#### PROBLEM TO WORK ON
Your answer should contain every line of the records, transcribed word for word.

Saved data entries
******
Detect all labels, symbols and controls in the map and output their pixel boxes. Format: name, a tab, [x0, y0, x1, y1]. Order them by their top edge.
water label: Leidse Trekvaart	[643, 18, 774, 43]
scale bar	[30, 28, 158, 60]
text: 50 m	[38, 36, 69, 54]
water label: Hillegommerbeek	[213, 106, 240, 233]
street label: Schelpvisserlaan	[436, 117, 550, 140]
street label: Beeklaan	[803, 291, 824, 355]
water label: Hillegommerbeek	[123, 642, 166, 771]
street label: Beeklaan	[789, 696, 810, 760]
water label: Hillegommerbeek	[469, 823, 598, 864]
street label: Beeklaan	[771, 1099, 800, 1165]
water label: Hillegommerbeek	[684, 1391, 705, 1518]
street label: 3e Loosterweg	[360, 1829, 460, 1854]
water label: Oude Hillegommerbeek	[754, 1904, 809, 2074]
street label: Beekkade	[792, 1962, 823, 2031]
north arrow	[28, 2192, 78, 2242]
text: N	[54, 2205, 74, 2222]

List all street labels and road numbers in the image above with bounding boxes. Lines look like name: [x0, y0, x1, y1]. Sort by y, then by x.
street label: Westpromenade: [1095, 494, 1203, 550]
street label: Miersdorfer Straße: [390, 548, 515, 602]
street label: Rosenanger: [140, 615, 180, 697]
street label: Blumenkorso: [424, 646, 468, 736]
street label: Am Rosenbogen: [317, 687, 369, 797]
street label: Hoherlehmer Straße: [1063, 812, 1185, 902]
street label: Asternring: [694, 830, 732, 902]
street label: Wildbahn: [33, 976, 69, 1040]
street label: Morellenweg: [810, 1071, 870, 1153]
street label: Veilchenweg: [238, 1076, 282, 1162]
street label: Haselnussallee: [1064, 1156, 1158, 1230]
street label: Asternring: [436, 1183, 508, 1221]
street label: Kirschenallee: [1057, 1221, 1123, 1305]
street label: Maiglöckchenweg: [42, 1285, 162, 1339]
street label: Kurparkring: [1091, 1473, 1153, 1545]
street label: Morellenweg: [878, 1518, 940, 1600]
******
#### FINAL ANSWER
Detect all labels, symbols and controls in the map and output their pixel boxes. Format: name, a tab, [x0, y0, x1, y1]. Order them by their top edge.
water label: Leidse Trekvaart	[643, 18, 774, 43]
scale bar	[30, 28, 158, 60]
text: 50 m	[38, 36, 69, 54]
water label: Hillegommerbeek	[213, 106, 240, 233]
street label: Schelpvisserlaan	[436, 117, 550, 140]
street label: Beeklaan	[803, 291, 824, 355]
water label: Hillegommerbeek	[123, 642, 166, 771]
street label: Beeklaan	[789, 696, 810, 760]
water label: Hillegommerbeek	[469, 823, 598, 864]
street label: Beeklaan	[771, 1099, 800, 1165]
water label: Hillegommerbeek	[684, 1391, 705, 1518]
street label: 3e Loosterweg	[360, 1829, 460, 1854]
water label: Oude Hillegommerbeek	[754, 1904, 809, 2074]
street label: Beekkade	[792, 1962, 823, 2031]
north arrow	[28, 2192, 78, 2242]
text: N	[54, 2205, 74, 2222]

List all street labels and road numbers in the image above with bounding boxes. Lines look like name: [x0, y0, x1, y1]. Sort by y, then by x.
street label: Westpromenade: [1095, 494, 1203, 550]
street label: Miersdorfer Straße: [390, 548, 515, 602]
street label: Rosenanger: [140, 615, 180, 697]
street label: Blumenkorso: [424, 646, 468, 736]
street label: Am Rosenbogen: [317, 687, 369, 797]
street label: Hoherlehmer Straße: [1063, 812, 1185, 902]
street label: Asternring: [694, 830, 732, 902]
street label: Wildbahn: [33, 976, 69, 1040]
street label: Morellenweg: [810, 1071, 870, 1153]
street label: Veilchenweg: [238, 1076, 282, 1162]
street label: Haselnussallee: [1064, 1156, 1158, 1230]
street label: Asternring: [436, 1183, 508, 1221]
street label: Kirschenallee: [1057, 1221, 1123, 1305]
street label: Maiglöckchenweg: [42, 1285, 162, 1339]
street label: Kurparkring: [1091, 1473, 1153, 1545]
street label: Morellenweg: [878, 1518, 940, 1600]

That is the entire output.